- **TASK GOAL**
Return every line of the data that contains the string "улица".

- **STORED DATA**
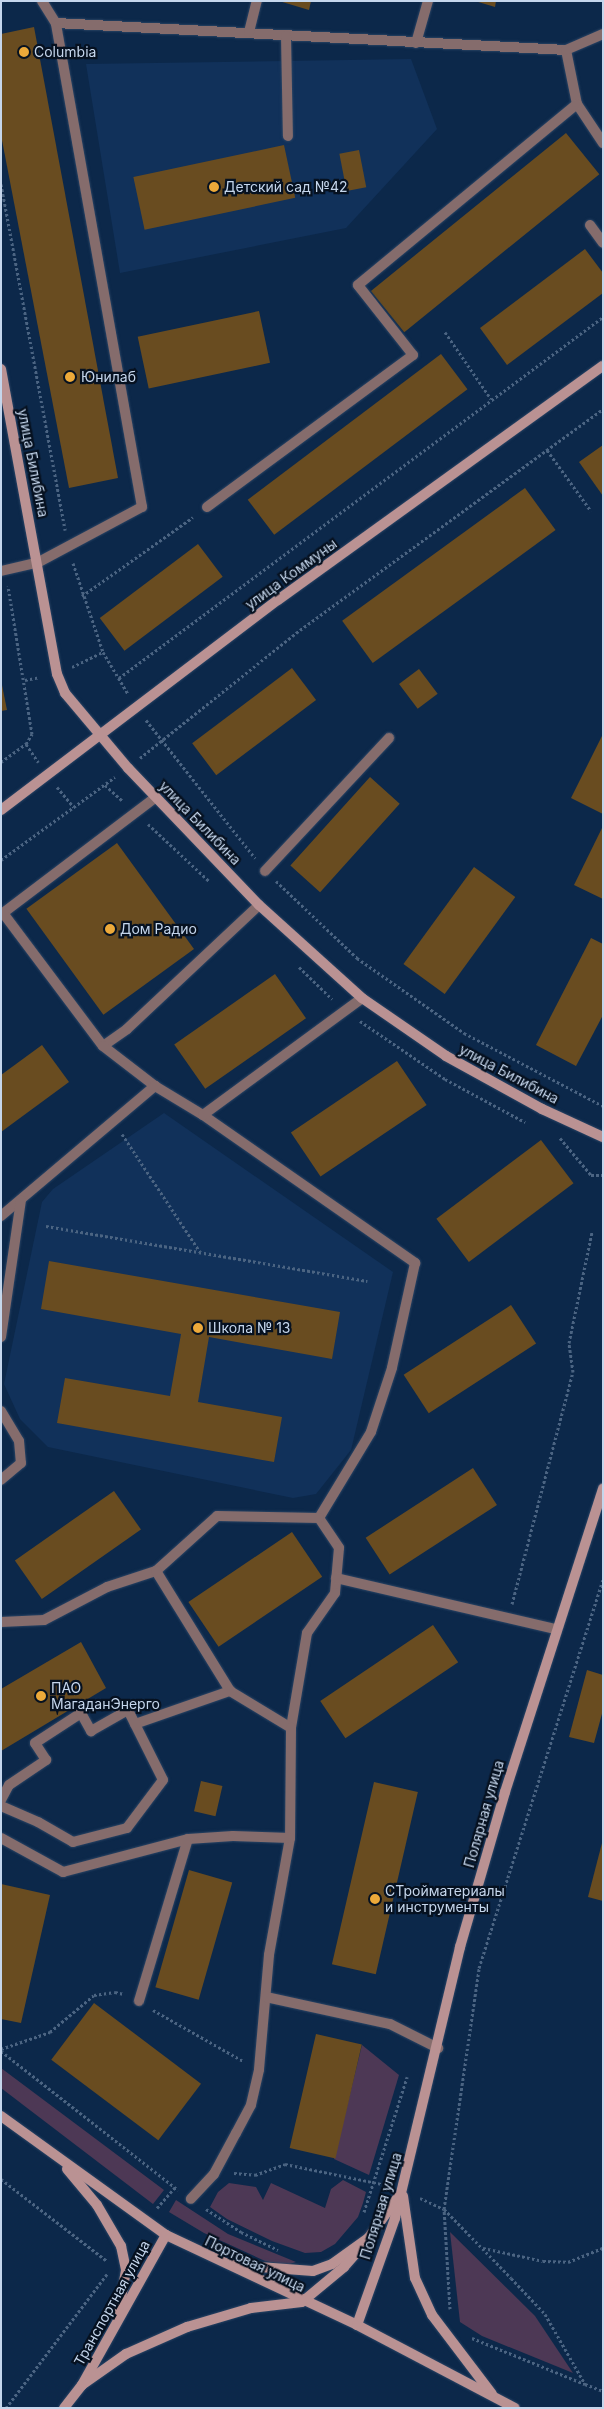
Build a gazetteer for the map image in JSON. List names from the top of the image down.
{
  "streets": {
    "main road": [
      "улица Билибина",
      "улица Коммуны",
      "Полярная улица",
      "Портовая улица",
      "Транспортная улица"
    ]
  },
  "crossings": [
    ["улица Билибина", "улица Коммуны"],
    ["Полярная улица", "Портовая улица"],
    ["Портовая улица", "Транспортная улица"]
  ],
  "places": [
    "Columbia",
    "Детский сад №42",
    "Юнилаб",
    "Дом Радио",
    "Школа № 13",
    "ПАО МагаданЭнерго",
    "СТройматериалы и инструменты"
  ]
}
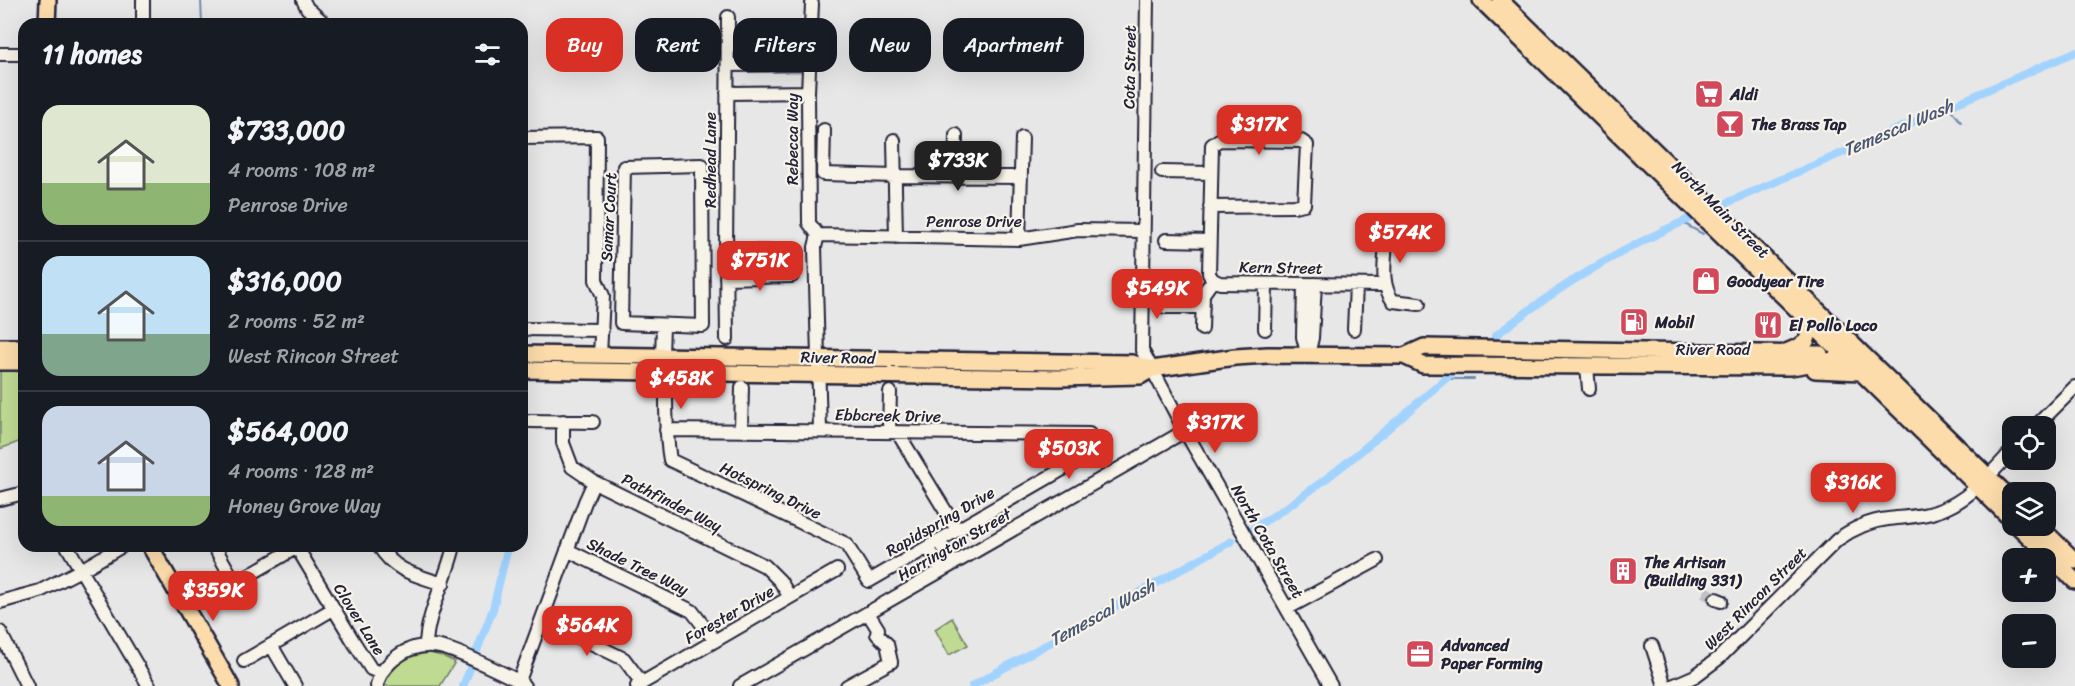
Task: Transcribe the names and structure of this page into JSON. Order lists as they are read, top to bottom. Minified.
{"streets":{"main road":["North Main Street","River Road"],"street":["Cota Street","Rebecca Way","Redhead Lane","Samar Court","Penrose Drive","Kern Street","Ebbcreek Drive","Hotspring Drive","Pathfinder Way","Rapidspring Drive","North Cota Street","Harrington Street","Shade Tree Way","West Rincon Street","Forester Drive","Clover Lane"]},"crossings":[["Cota Street","North Cota Street"],["Rebecca Way","Penrose Drive"],["Rebecca Way","River Road"],["Rebecca Way","Ebbcreek Drive"],["North Main Street","River Road"],["North Main Street","West Rincon Street"],["Penrose Drive","North Cota Street"],["River Road","North Cota Street"],["Ebbcreek Drive","Hotspring Drive"],["Ebbcreek Drive","Rapidspring Drive"],["Hotspring Drive","Rapidspring Drive"],["Pathfinder Way","Forester Drive"],["North Cota Street","Harrington Street"],["Shade Tree Way","Forester Drive"]],"water":["Temescal Wash"],"places":{"supermarket":["Aldi"],"bar":["The Brass Tap"],"shop":["Goodyear Tire"],"fuel station":["Mobil"],"restaurant":["El Pollo Loco"],"building":["The Artisan (Building 331)"],"office":["Advanced Paper Forming"]},"page":{"chip":["Buy","Rent","Filters","New","Apartment"],"heading":"11 homes","list":[{"name":"$733,000","note":"4 rooms · 108 m² · Penrose Drive"},{"name":"$316,000","note":"2 rooms · 52 m² · West Rincon Street"},{"name":"$564,000","note":"4 rooms · 128 m² · Honey Grove Way"}],"price":["$317K","$733K","$574K","$751K","$549K","$458K","$317K","$503K","$316K","$359K","$564K"],"map_buttons":["+","−"]}}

- **EXERCISE OUTPUT**
      "улица Билибина",
      "улица Коммуны",
      "Полярная улица",
      "Портовая улица",
      "Транспортная улица"
    ["улица Билибина", "улица Коммуны"],
    ["Полярная улица", "Портовая улица"],
    ["Портовая улица", "Транспортная улица"]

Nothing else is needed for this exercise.